_AIM OF THE EXERCISE_
Where does "halo" occur in the listing? Copy every line that holds it.

_TASK DATA_

Content starts

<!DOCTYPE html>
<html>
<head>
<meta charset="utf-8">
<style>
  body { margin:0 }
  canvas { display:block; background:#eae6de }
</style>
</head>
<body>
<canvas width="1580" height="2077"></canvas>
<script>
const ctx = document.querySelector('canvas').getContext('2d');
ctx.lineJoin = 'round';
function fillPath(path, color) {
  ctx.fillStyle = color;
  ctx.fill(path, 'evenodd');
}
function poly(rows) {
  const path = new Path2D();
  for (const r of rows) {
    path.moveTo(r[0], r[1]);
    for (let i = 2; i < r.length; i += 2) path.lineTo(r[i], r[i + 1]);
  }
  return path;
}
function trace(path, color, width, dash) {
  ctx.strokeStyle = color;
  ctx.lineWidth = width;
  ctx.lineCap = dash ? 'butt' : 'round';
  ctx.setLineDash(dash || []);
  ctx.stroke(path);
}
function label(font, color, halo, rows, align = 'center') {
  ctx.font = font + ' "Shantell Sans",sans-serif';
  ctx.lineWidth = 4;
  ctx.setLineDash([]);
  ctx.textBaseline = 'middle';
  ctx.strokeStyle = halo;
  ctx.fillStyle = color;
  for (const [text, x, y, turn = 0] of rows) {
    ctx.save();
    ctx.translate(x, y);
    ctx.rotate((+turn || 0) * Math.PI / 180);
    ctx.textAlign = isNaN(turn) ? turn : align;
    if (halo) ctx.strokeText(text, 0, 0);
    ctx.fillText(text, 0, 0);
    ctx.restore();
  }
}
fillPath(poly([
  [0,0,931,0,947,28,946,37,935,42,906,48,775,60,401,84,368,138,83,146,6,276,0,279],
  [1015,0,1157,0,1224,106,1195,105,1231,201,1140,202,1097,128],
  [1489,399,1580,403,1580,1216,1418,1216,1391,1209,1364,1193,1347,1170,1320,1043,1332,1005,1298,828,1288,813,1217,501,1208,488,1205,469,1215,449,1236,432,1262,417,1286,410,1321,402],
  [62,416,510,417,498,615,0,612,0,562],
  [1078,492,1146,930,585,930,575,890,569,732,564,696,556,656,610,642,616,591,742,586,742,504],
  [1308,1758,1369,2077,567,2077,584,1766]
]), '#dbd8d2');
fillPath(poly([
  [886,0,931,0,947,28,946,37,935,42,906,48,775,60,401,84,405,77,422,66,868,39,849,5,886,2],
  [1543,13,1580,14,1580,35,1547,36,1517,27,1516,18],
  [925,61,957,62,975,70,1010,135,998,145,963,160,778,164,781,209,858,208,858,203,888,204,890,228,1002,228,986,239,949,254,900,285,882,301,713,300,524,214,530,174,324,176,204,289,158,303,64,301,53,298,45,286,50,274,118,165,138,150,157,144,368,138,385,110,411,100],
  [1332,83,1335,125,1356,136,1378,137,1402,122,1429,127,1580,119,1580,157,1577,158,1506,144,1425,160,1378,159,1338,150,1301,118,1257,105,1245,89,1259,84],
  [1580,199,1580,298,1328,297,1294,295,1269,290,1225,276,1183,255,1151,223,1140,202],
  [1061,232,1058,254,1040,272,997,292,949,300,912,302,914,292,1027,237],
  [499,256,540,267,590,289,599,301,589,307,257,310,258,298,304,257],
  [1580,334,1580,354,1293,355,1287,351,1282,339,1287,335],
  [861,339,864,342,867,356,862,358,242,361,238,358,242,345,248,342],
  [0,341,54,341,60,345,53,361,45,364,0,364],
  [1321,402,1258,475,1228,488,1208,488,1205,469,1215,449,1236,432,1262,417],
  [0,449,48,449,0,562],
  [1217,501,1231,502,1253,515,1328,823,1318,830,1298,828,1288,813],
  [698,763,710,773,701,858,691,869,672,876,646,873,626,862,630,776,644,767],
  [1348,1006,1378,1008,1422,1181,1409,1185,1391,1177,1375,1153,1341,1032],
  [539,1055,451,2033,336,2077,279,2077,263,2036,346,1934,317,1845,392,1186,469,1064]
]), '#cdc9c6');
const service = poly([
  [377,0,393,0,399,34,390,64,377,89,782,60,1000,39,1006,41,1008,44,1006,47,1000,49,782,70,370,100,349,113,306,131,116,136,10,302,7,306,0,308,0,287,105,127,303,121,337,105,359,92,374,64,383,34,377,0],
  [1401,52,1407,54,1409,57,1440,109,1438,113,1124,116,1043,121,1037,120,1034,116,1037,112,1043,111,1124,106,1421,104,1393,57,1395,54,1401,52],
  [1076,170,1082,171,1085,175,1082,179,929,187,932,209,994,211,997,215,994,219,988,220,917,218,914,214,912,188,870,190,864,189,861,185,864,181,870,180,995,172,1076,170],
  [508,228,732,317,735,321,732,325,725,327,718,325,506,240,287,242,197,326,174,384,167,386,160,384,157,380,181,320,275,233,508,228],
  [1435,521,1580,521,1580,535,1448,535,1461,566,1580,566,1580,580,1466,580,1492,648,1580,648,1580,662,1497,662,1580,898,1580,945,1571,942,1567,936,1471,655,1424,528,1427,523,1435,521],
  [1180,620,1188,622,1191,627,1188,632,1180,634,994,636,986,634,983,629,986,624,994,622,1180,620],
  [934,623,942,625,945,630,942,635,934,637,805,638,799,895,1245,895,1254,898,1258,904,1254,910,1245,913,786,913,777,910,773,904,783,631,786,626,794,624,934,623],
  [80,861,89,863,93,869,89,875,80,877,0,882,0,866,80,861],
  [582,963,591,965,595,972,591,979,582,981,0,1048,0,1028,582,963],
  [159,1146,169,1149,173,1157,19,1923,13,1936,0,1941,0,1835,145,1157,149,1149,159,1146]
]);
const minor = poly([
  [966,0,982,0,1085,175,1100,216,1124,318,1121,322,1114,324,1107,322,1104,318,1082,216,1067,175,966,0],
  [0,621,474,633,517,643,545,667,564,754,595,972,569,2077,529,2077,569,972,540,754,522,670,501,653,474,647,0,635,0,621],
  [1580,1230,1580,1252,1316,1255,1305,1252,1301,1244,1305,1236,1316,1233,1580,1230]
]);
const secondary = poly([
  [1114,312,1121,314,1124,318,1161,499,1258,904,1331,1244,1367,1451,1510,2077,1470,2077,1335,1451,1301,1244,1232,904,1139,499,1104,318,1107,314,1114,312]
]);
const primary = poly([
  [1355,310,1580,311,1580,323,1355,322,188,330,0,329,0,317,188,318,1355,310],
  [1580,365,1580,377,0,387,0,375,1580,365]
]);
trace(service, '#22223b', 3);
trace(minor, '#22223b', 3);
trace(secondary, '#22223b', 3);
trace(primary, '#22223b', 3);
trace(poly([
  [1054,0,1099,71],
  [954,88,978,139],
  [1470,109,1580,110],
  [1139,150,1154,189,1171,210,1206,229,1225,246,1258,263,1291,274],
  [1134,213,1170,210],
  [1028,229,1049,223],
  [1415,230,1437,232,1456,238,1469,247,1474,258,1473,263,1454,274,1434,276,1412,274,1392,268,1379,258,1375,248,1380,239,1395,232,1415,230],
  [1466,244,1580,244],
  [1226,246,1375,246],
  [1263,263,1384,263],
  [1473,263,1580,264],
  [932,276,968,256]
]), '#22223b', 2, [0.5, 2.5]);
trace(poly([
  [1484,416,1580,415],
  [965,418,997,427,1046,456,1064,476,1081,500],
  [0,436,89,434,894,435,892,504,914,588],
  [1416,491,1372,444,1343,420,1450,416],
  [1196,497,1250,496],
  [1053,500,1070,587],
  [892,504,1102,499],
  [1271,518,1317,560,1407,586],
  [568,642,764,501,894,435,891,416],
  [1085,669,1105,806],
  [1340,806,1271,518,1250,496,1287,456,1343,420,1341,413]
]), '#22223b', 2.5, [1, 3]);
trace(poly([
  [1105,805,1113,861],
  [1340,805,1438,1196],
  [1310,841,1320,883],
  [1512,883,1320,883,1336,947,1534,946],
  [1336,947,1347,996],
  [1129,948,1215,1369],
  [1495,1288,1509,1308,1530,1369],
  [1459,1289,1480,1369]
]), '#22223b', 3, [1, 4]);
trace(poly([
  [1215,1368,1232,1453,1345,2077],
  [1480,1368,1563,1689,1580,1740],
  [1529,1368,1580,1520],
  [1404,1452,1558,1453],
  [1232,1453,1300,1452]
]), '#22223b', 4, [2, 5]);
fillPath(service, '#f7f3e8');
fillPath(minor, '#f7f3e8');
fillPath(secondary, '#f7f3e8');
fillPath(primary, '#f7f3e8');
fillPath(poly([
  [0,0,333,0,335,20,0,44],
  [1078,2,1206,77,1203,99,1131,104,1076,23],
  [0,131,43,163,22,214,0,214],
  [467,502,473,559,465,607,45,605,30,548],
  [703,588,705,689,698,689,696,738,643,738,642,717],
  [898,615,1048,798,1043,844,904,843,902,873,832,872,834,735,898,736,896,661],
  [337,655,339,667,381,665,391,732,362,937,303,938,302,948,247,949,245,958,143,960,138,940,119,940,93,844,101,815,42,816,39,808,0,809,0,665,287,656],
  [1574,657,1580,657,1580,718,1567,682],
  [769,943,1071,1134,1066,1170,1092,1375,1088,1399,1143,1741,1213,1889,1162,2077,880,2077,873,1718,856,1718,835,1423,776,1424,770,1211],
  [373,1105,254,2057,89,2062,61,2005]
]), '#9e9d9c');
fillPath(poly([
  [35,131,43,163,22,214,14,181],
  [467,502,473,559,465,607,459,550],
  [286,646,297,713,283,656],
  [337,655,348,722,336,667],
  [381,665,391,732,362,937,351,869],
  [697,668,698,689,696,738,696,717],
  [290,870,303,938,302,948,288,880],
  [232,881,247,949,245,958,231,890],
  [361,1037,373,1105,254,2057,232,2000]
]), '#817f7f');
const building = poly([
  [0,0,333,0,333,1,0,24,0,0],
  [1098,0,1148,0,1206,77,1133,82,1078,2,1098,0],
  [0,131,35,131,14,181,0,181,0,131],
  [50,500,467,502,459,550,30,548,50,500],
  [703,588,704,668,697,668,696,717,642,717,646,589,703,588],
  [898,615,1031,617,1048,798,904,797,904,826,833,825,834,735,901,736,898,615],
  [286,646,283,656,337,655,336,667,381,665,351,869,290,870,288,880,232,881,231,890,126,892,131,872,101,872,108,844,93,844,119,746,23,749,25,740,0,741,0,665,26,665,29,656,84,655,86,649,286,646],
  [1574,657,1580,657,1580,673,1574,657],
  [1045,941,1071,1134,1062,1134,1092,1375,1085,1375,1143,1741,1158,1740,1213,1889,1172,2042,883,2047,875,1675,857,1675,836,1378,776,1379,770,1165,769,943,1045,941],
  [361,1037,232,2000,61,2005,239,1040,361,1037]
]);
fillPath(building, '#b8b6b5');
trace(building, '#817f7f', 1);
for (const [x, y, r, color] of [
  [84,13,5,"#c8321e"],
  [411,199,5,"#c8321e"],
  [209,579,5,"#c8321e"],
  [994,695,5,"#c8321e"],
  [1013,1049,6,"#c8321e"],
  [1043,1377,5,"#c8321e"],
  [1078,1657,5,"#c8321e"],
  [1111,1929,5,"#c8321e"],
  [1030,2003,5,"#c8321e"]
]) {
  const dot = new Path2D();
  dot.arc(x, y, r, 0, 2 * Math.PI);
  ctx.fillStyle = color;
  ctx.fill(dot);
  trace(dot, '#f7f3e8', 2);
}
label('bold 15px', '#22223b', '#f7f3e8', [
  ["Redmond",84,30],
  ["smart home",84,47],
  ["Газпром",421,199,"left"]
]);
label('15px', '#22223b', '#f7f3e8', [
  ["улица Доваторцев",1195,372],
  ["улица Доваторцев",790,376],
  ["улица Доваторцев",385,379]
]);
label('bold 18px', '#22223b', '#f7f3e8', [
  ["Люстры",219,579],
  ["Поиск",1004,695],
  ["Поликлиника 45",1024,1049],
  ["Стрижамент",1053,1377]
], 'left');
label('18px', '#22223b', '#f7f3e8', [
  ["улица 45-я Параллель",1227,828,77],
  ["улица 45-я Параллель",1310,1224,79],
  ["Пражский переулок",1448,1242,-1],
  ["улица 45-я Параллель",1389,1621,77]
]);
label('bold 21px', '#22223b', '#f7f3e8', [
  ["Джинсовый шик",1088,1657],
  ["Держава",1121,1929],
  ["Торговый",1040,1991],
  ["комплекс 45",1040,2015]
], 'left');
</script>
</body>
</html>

Content ends

_RESPONSE TO THE EXERCISE_
function label(font, color, halo, rows, align = 'center') {
  ctx.strokeStyle = halo;
    if (halo) ctx.strokeText(text, 0, 0);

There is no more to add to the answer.